Vous avez peur de sécher si dans dîner on aborde le sujet? Pas de panique, je suis là. Voici cinq points à retenir sur le cinéma allemand

Il est prolifique : à la Berlinale plus de 120 films allemands se partageaient cette année l’affiche du festival. 

Il faut nuancer, sur le lot il y a beaucoup de courts métrages et de coproductions. Mais tout de même: une section entière (Perspective des Deutsche Kino) est réservée aux films allemands et réserve chaque année son lot de bonnes surprises. Par exemple j’ai beaucoup ri à la projection de l’improbable Autocritique d’un chien petit-bourgeois (Selbstkritik eines bürgenlichen Hundes) Julian Radlmeier, qui dépeint les aventures d’un hipster obligé d’aller travailler dans une exploitation agricole sous peine de perdre les allocations-chômage dont il vit alors qu’il écrit et tente vainement de séduire des filles intellos et tourmentées. 

– Car contrairement à un préjugé tenace, les films allemands sont souvent assez drôles. D’abord il y a de franches comédies comme Tiger Girl, dans la section Panorama réservée aux talents émergents, film féministe gonflé et burlesque sur une jeune femme qui se reconvertit dans la sécurité après avoir échoué à l’examen d’entrée à l’école de police. 

Mais l’humour affleure même dans les films plus sérieux comme le très beau In time of the fading light dont le sublime titre en VO est In Zeiten des abnehmenden Lichts. Dans ce portrait d’une famille tiraillée par ses contradictions à la veille de la chute du Mur de Berlin, l’increvable Bruno Ganz (certes citoyen suisse mais allemand d’adoption ) incarne un irrésistible et acariâtre dignitaire communiste vieillissant. Sa prestation a d’ailleurs été acclamée par le public d’autant que…


Les allemands sont fans de leur cinéma, et ils ont bien raison. Au Festival de Berlin, le public est le bienvenu, les places sont en vente à des tarifs raisonnables et les inconditionnels font donc la queue dès potron-minet pour les acheter. 

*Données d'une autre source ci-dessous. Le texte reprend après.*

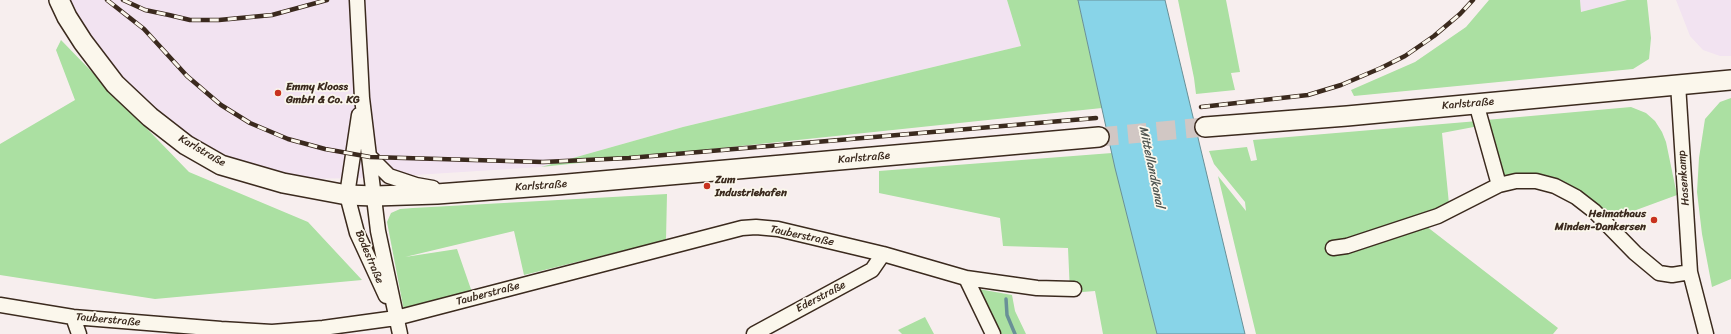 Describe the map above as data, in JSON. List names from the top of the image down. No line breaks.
{"streets":{"street":["Karlstraße","Hasenkamp","Tauberstraße","Bodestraße","Ederstraße"]},"crossings":[["Karlstraße","Hasenkamp"],["Karlstraße","Bodestraße"],["Tauberstraße","Bodestraße"],["Tauberstraße","Ederstraße"]],"water":["Mittellandkanal"],"places":["Emmy Klooss GmbH & Co. KG","Zum Industriehafen","Heimathaus Minden-Dankersen"]} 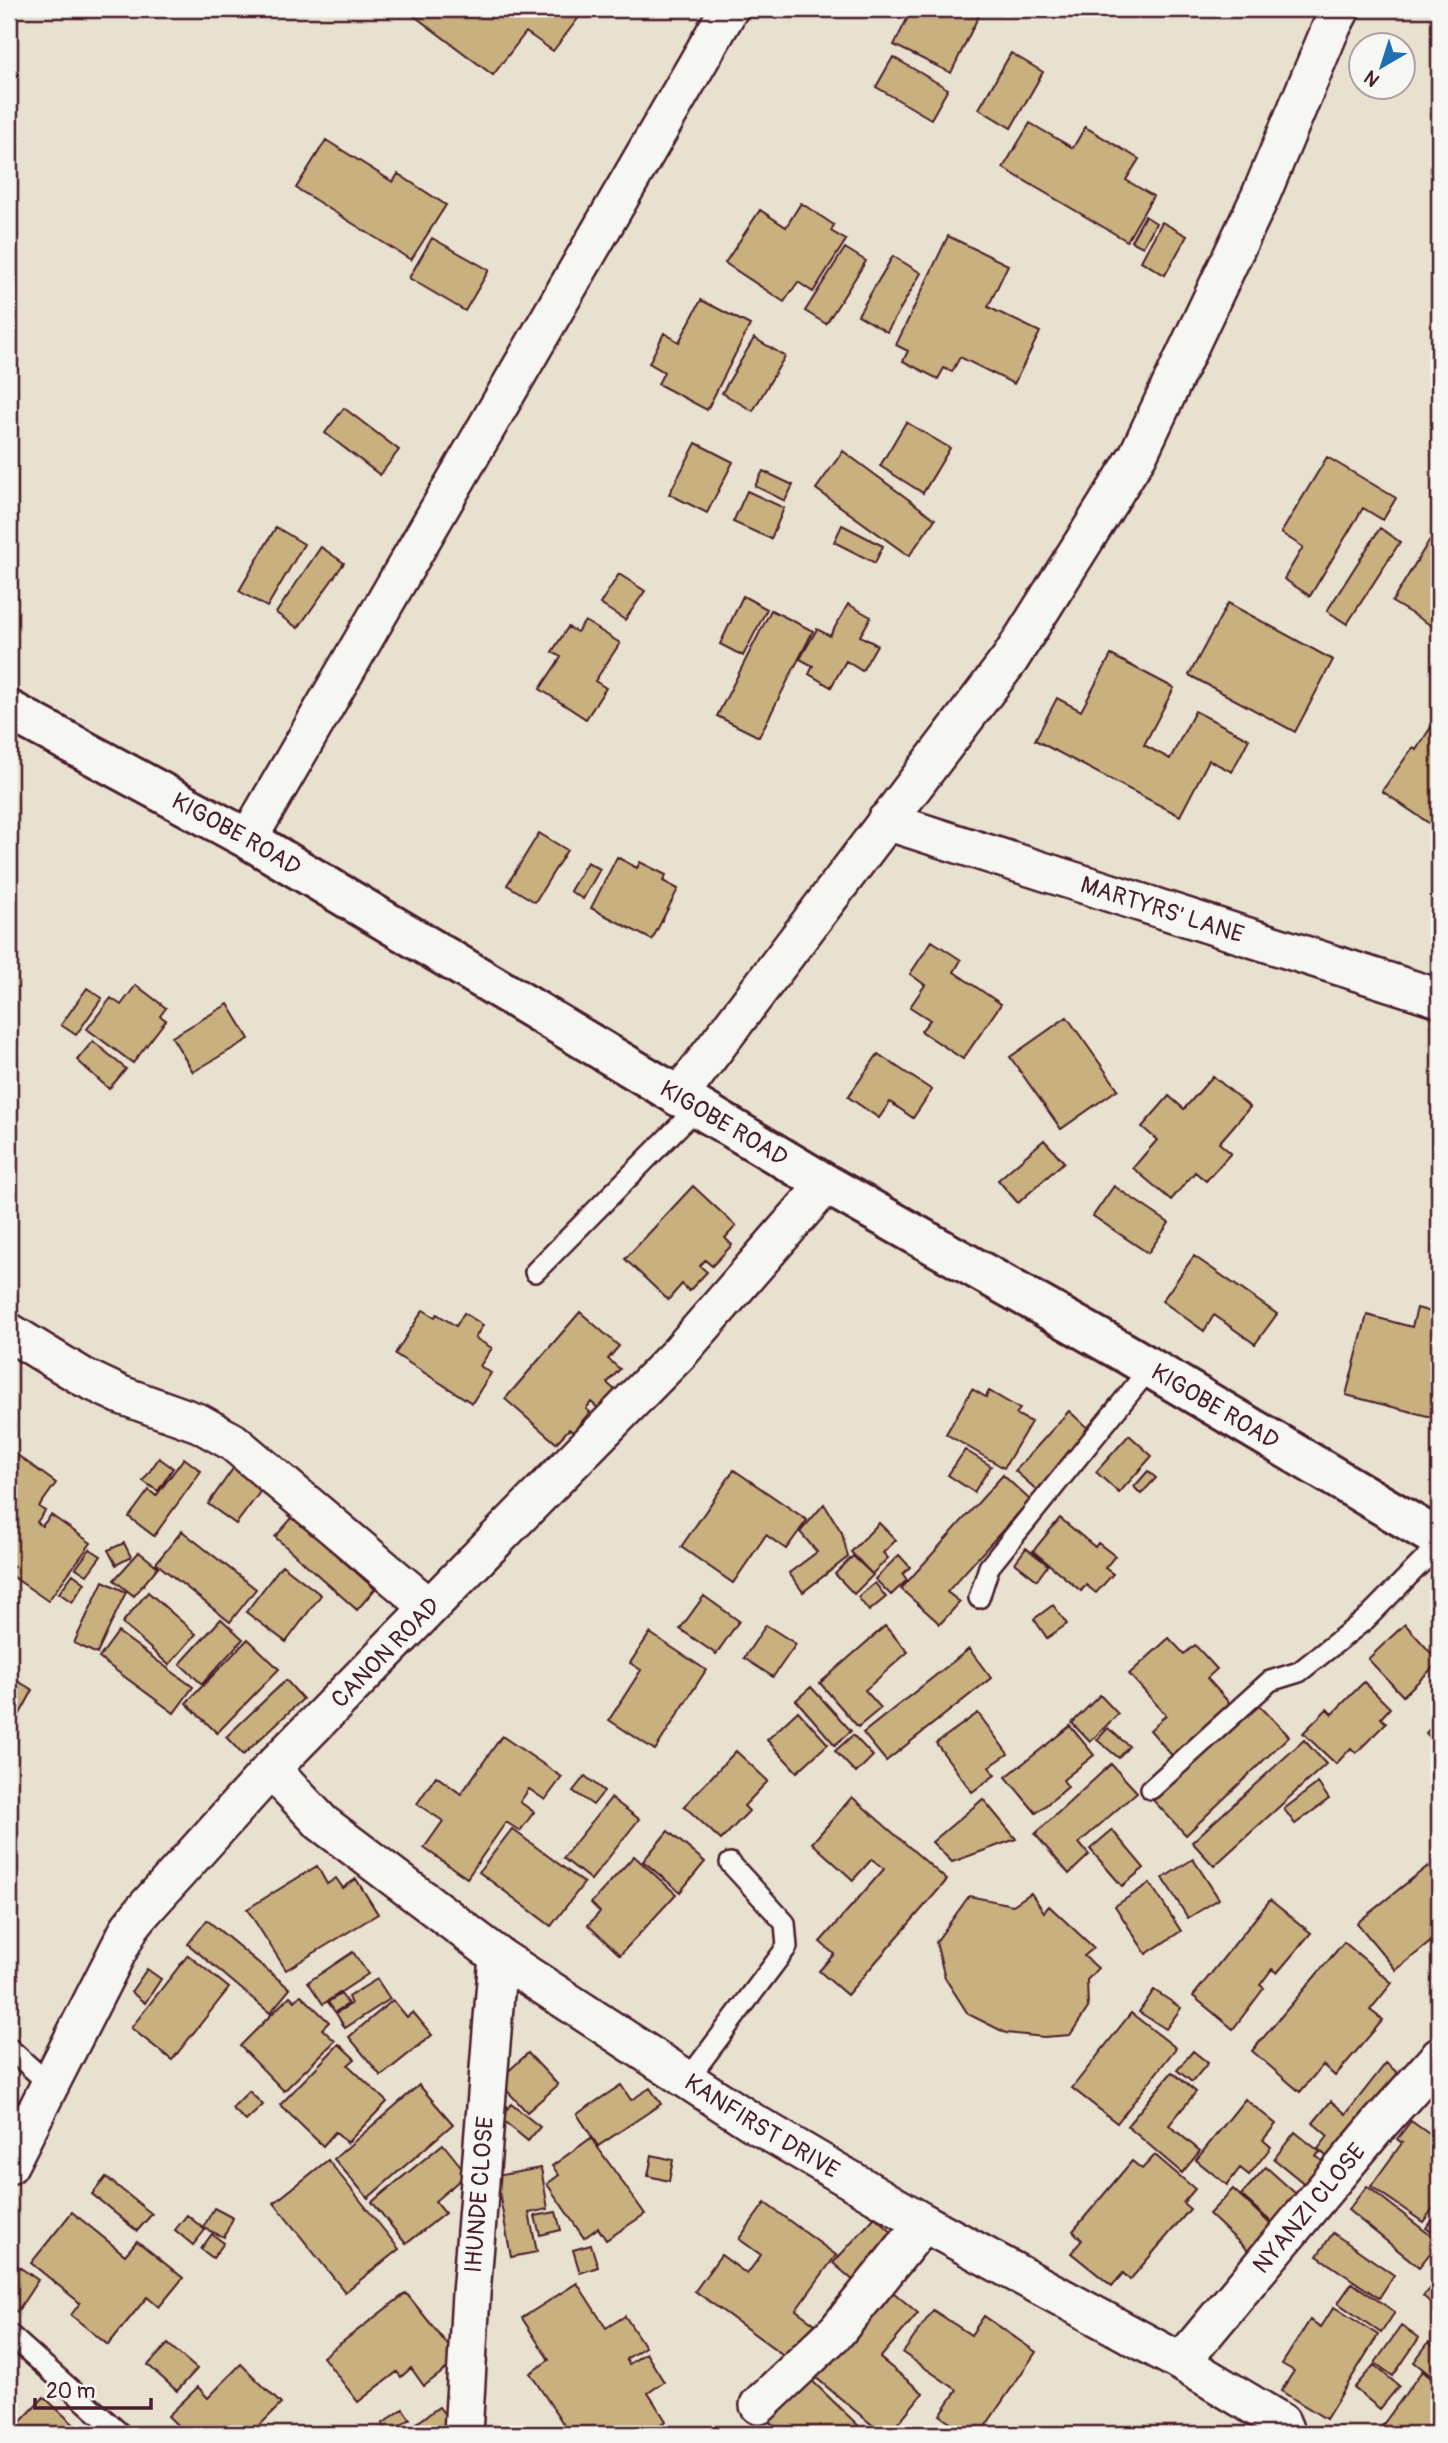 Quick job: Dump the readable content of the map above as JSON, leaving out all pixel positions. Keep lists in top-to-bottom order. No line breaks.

Et bien sûr les films locaux font un carton. Exemple un inédit de 1973 de Reiner Werner Fassbinder en version restaurée, Welt am Draht

Les quatre heures que dure ce téléfilm de science-fiction brillant, où l’on passe du téléphone sans fil à l’allégorie de la caverne de Platon, n’ont pas découragé les fans, largement récompensés par un cocktail de fraîcheur, d’insolence et d’intelligence qui inspire encore les cinéastes d’Outre-Rhin aujourd’hui. Pour chacune des projections le moindre strapontin était pris d’assaut pour voir ce bijou. Mais même les strapontins sont confortables à Berlin. En effet…

L’Allemagne et singulièrement Berlin ont de sérieux atouts pour permettre au cinéma de prospérer: en termes d’infrastructures la capitale allemande possède d’Immenses théâtres, salles de concert et autres bâtiments ayant hébergé des symposiums sous l’ère communiste permettent des projections devant des centaines voire plus d’un millier de personnes. 

Ces lieux ont souvent gardé un charme un peu rétro qui ajoute encore au plaisir de ces grand-messes. Les cinémas de la ville ne sont pas en reste non plus. Quant aux infrastructures de production, qui expliquent la profusion de films et de coproductions, la Berlinale leur fournit une exposition médiatique méritée: les studios de Babelsberg, a quelques kilomètres au sud de la porte de Brandebourg, ont ainsi accueilli le tournage de plusieurs films présentés à la Berlinale ces dernières années comme Monument Men et surtout The Grand Budapest Hotel

– Forte d’une production dynamique et d’un marché de 80 millions d’habitants, l’Allemagne commence aussi à produire des séries qui ont le vent en poupe, y compris à l’international. Présentée cette année à la Berlinale, Le même ciel (der gleiche Himmel), série réalisée par Oliver Hirschbiegel, le réalisateur de La Chute, a tenu les spectateurs en haleine. Cette fiction ultra-documentée nous plonge dans le Berlin de 1973. En pleine guerre froide, nous suivons les aventures d’un jeune et brillant espion de l’Est infiltré à l’Ouest avec pour mission de séduire une femme mûre mais aussi celles d’une jeune nageuse qui rêve de participer aux Jeux Olympiques de Montréal. Autour d’eux gravitent espions, familles séparées, diplomates en goguette et escrocs interlopes. 

C’est drôle, surprenant, savoureux. Exactement comme Berlin et son festival.